Hi, I'm trying to design a DOE for experimenters at my work and I was asked if I can get JMP to include more runs in a specific range of a continuos factor. This factor's values range from 0 to 500 and they think that the range 10 to 100 is most interesting and would like JMP to add more runs within that range than outside it. Is there a way to do this? Any suggestions would help. Thank you.
In terms of the mechanics, once you have been through the design process with JMP and made a table, you are at liberty to add 'extra' rows to this table by hand with values as you see fit. But whether this is advisable, and if it is, what is the best way to do it, is open to discussion (being determined by what you are prepared to say you know already, and what you are trying to find out).
So, without giving away trade secrets, can you say more about your experimental objectives, and the resources you have available?
I have strong opinions about this issue. I want your experiment to succeed.
The continuous factor range should always be set as wide as possible. Such a design will provide the best estimates for the effects of the factor as well as the highest power for hypothesis tests about these effects for a given number of runs. Limiting the factor range to 10-100 or including these levels within the range of 0-500 will compromise both the estimation and the power. You can see this loss for yourself using the information provided in the Design Evaluation outline after you make the design. You could also use the Compare Design platform to see the difference between the two design options.
(By the way, I do not recommend using a factor range with a lower bound of zero. This practice turns the continuous factor into essentially a categorical factor: absent or present. It is better to use a non-zero value for the lower bound so that the factor is always present, but to varying degrees. That consideration is science and engineering, not statistics.)
If your colleagues insist on including these additional levels then another way, in addition to Ian's answer, is to define this factor with the Discrete Numeric choice. This approach will use a principled design algorithm instead of an ad hoc process of manually adding runs. This way will maximize the information available from your design.
You are designing an experiment, not a test. Use the model, not the design, to find the "most interesting" features or levels.

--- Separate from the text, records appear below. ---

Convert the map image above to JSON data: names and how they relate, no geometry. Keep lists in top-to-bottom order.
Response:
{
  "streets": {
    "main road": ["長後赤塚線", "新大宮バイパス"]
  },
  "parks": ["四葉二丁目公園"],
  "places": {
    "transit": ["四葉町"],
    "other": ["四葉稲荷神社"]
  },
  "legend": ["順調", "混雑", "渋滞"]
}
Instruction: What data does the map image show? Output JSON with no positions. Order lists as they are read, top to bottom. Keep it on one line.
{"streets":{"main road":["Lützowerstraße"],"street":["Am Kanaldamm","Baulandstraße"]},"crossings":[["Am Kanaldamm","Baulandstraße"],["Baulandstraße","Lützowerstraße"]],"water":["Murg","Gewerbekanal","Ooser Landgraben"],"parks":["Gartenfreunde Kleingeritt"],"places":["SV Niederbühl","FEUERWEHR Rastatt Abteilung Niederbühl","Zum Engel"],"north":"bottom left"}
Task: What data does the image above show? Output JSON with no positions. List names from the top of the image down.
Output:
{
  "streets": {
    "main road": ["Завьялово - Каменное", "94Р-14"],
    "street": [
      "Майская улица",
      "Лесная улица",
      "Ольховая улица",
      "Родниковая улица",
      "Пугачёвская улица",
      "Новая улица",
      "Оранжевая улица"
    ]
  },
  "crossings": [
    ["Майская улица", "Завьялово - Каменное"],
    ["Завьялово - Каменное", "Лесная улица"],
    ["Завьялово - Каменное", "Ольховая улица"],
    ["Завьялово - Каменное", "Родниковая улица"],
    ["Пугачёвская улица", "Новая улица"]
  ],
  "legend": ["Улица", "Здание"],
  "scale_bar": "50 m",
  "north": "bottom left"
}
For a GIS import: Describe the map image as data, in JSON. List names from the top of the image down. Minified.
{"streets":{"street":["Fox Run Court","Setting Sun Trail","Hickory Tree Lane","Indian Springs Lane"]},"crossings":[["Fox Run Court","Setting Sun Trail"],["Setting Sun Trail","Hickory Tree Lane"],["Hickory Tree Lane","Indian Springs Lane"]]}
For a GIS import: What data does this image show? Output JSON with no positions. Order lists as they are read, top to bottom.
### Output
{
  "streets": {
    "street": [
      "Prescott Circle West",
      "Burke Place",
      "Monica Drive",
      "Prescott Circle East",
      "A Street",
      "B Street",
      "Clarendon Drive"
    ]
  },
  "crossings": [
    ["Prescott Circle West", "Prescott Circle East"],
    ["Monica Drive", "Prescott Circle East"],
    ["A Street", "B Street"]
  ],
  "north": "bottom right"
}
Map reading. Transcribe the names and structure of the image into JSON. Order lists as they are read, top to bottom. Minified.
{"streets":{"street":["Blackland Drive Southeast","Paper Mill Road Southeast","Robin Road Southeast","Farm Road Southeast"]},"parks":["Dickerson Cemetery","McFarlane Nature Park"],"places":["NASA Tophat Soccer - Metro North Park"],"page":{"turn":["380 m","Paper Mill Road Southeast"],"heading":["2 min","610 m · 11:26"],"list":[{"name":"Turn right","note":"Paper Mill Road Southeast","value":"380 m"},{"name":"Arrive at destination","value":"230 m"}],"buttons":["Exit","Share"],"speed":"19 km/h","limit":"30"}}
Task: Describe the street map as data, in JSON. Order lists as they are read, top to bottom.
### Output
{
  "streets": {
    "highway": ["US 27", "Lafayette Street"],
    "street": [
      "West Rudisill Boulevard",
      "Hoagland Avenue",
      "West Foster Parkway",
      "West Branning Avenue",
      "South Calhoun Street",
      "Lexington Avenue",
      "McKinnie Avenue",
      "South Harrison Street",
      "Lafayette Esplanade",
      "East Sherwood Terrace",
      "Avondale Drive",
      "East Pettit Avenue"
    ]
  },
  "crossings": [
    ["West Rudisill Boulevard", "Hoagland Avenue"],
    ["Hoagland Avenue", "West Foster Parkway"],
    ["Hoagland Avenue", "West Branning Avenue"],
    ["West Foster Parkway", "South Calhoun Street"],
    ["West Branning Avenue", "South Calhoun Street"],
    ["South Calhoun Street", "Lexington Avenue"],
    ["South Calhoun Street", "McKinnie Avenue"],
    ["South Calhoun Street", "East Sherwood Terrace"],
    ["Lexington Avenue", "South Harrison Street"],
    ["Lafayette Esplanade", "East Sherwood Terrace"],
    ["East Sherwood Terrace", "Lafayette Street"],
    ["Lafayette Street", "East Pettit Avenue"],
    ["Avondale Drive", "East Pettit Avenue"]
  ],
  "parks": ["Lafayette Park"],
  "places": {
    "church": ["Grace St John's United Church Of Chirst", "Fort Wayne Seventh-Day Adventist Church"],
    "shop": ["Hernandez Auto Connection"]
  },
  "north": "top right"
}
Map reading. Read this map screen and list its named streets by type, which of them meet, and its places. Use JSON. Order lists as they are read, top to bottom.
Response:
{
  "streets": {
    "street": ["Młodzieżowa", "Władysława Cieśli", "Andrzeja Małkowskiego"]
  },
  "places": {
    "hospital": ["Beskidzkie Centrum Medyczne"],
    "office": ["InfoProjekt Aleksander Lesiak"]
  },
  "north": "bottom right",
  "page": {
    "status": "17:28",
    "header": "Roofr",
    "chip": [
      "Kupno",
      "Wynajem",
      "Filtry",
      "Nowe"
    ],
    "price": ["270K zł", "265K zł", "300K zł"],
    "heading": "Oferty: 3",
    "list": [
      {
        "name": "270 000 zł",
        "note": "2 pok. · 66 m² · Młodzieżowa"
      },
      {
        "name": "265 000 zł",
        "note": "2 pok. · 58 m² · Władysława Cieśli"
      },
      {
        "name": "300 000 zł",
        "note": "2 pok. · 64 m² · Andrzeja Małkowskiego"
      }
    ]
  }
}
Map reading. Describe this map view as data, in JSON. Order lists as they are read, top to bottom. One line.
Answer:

The purpose of an experiment is to provide the best data to fit a given model. The purpose of a test is to observe the response at a particular factor level. They are not the same thing.
Maybe to add to (summarize?) what my colleagues have stated, below is the text from a slide I use when explaining DOE to those not familiar with the process.
Thank you for your help and suggestions. I'll provide you with some extra information on the factors:
continuous X1 (0-500)
continuous X2 (0-5000)
The number of runs we can do are 25 to 50.
The goal is to find the best factor settings/regions to minimize a response Y. We also would like some replicates to asses variability better.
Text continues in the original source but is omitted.